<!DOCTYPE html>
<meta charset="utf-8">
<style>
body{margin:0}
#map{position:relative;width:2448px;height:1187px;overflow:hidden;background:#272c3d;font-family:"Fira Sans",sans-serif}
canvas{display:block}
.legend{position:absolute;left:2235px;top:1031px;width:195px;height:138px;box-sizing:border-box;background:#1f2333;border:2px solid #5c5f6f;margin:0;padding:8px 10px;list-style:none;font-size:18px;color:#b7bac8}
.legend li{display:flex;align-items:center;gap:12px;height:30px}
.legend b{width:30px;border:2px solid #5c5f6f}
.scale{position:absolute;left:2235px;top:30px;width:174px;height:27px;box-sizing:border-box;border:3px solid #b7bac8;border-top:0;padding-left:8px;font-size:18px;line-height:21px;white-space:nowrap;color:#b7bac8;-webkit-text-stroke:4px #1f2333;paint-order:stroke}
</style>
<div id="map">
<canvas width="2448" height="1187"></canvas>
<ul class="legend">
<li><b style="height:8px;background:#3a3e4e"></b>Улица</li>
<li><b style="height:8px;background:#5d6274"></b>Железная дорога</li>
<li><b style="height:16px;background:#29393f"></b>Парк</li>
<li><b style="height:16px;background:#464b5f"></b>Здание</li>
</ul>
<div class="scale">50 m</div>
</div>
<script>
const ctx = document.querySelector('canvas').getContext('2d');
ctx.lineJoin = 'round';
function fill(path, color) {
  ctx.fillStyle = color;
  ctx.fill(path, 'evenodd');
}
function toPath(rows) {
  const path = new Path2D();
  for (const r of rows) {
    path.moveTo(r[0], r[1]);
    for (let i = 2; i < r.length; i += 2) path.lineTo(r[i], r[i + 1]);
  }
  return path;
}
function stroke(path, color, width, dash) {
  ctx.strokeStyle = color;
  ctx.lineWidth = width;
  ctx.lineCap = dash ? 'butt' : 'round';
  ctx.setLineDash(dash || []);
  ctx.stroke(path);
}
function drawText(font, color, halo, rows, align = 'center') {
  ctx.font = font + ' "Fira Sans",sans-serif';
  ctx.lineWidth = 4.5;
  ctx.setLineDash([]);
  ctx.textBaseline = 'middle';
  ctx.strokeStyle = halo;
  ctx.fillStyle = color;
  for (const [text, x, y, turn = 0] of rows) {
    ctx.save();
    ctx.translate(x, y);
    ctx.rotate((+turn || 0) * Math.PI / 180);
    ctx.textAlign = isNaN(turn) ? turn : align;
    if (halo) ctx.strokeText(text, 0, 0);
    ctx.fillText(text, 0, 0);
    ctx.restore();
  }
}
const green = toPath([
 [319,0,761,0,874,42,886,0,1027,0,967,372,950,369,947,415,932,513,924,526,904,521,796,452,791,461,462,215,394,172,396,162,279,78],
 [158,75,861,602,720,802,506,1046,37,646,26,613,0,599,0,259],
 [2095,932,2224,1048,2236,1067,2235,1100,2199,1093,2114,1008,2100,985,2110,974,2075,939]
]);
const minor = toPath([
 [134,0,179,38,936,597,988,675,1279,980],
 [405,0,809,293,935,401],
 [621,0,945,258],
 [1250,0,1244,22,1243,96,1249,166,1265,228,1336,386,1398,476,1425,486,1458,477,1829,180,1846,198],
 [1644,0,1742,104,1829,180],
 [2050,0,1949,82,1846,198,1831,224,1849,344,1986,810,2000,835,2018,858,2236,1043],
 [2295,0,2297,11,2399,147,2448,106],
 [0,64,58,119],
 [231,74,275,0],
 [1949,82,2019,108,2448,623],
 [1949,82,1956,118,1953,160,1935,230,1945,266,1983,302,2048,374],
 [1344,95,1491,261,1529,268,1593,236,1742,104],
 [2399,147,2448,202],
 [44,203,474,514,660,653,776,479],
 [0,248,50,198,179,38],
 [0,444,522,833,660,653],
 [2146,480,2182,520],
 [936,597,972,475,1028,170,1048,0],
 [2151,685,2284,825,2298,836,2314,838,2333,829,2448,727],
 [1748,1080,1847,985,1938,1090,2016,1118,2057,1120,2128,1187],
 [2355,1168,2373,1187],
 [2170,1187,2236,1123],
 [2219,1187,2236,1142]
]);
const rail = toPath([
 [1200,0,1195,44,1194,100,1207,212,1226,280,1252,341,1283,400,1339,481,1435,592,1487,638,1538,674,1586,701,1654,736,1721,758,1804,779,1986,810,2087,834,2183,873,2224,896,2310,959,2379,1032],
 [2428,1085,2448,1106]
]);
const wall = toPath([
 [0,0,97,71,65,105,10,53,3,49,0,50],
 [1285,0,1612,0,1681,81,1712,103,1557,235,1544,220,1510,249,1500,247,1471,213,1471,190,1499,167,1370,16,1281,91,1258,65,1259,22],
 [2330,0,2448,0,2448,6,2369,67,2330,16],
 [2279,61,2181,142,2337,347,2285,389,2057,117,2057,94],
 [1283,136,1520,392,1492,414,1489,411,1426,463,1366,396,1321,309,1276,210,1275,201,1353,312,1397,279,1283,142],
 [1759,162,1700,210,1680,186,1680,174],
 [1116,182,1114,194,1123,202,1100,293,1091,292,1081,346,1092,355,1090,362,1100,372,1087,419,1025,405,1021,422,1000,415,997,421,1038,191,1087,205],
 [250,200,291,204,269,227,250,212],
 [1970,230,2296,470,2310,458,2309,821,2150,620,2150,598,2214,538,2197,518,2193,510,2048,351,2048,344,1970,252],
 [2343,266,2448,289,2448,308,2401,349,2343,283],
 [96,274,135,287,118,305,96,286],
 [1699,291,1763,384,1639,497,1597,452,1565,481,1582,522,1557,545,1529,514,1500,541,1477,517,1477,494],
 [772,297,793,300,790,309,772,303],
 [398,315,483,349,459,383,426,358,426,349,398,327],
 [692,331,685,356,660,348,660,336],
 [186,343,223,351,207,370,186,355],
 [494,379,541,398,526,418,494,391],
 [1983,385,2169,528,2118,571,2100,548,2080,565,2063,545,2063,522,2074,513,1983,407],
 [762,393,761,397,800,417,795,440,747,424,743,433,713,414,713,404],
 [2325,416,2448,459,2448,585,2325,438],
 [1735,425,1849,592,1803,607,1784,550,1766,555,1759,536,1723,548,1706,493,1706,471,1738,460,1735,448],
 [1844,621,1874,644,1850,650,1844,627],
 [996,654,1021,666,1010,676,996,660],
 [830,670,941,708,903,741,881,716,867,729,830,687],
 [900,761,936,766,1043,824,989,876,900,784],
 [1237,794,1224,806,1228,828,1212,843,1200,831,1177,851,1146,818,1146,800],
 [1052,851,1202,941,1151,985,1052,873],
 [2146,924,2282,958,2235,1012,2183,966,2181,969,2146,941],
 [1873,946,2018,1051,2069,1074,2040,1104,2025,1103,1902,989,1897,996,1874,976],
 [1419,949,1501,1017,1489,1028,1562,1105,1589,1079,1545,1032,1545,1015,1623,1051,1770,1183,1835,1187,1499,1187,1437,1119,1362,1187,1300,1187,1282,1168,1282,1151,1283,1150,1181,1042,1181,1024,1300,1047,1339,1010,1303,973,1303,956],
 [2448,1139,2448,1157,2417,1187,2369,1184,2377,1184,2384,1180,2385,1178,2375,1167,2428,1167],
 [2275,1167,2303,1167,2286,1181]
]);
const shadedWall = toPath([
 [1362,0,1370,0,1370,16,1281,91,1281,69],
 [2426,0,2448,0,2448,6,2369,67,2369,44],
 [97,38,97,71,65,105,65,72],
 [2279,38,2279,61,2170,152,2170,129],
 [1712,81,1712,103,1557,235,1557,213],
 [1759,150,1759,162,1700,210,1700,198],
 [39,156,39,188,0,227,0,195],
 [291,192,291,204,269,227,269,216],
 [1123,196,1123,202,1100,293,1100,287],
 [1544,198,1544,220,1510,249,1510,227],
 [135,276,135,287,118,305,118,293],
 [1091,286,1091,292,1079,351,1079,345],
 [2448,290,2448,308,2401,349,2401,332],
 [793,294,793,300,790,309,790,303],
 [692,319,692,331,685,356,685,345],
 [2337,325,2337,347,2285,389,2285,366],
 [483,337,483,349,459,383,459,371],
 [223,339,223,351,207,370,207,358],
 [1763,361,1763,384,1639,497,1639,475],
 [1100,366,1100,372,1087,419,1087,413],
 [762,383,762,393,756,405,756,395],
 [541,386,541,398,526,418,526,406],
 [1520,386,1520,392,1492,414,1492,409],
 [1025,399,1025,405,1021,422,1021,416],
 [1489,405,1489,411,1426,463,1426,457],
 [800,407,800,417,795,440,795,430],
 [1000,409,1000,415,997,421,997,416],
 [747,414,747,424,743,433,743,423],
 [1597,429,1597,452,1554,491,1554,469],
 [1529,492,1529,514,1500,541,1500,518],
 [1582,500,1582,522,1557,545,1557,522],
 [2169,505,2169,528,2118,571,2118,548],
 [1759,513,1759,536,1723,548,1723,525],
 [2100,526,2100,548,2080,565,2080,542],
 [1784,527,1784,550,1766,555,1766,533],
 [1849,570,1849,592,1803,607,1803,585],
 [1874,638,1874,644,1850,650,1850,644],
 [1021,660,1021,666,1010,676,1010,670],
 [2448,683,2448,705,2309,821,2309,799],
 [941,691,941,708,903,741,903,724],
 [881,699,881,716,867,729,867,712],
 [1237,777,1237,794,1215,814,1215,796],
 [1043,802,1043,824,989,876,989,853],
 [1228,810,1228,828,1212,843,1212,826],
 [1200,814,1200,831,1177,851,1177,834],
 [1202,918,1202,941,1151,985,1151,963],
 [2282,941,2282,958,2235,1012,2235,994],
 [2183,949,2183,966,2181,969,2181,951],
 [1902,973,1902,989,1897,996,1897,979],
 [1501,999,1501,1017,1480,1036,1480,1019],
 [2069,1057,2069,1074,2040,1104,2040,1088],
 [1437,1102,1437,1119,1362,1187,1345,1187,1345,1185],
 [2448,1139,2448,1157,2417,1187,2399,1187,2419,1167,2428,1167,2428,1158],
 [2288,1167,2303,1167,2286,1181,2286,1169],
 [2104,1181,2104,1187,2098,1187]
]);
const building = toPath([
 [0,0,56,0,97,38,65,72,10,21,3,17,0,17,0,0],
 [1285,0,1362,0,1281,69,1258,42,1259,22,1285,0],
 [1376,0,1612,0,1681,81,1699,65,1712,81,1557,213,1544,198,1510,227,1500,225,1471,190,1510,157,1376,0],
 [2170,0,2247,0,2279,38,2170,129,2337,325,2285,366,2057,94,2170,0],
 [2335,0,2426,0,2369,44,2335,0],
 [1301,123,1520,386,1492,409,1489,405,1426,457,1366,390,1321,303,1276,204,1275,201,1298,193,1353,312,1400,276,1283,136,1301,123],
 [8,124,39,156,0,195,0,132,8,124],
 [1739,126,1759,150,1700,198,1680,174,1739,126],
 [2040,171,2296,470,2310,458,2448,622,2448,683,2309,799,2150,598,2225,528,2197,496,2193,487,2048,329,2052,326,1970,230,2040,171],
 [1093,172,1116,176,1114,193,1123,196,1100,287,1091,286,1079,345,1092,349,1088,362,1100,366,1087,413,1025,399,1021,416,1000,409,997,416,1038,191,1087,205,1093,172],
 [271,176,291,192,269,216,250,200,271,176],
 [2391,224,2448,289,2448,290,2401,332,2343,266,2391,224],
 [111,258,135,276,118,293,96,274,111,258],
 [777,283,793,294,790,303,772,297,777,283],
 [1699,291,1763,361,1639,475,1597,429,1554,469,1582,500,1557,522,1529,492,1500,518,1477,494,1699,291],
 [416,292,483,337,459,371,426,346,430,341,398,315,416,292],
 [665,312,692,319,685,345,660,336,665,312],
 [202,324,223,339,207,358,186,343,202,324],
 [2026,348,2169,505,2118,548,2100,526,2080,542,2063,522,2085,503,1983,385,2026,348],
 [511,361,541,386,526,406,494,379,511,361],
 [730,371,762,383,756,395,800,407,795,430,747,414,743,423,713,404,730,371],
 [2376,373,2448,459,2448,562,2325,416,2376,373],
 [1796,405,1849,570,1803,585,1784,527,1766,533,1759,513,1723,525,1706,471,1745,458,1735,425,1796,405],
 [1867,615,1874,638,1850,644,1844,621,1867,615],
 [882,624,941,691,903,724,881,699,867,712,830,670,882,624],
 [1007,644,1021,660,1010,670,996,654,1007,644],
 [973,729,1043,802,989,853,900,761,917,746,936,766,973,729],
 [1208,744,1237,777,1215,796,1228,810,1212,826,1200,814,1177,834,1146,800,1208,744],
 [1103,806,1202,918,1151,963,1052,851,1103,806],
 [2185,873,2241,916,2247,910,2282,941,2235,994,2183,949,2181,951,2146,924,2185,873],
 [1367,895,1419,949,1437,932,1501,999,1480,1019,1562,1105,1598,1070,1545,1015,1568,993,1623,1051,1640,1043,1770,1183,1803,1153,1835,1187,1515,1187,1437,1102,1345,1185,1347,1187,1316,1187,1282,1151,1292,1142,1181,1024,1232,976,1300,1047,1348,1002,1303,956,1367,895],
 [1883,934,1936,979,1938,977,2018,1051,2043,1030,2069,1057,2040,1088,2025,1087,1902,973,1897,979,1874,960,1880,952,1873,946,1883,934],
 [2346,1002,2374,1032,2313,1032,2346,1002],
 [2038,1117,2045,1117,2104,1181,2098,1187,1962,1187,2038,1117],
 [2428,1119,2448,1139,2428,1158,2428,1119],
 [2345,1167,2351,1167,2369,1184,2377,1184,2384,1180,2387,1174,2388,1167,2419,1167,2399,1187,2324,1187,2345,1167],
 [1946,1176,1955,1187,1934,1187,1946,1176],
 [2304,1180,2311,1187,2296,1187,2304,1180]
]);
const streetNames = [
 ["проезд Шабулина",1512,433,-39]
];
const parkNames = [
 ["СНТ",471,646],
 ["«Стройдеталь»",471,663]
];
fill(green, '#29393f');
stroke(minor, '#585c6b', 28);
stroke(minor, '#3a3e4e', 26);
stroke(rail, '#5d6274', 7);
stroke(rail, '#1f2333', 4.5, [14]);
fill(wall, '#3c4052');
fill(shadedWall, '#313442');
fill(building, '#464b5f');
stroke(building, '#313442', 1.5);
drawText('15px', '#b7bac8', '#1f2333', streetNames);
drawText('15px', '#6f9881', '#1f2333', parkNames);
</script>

+---+

■ REQUIRED WORK:
Where the string "rows" occurs in the data, return the whole line.

■ EXERCISE SOLUTION:
function toPath(rows) {
  for (const r of rows) {
function drawText(font, color, halo, rows, align = 'center') {
  for (const [text, x, y, turn = 0] of rows) {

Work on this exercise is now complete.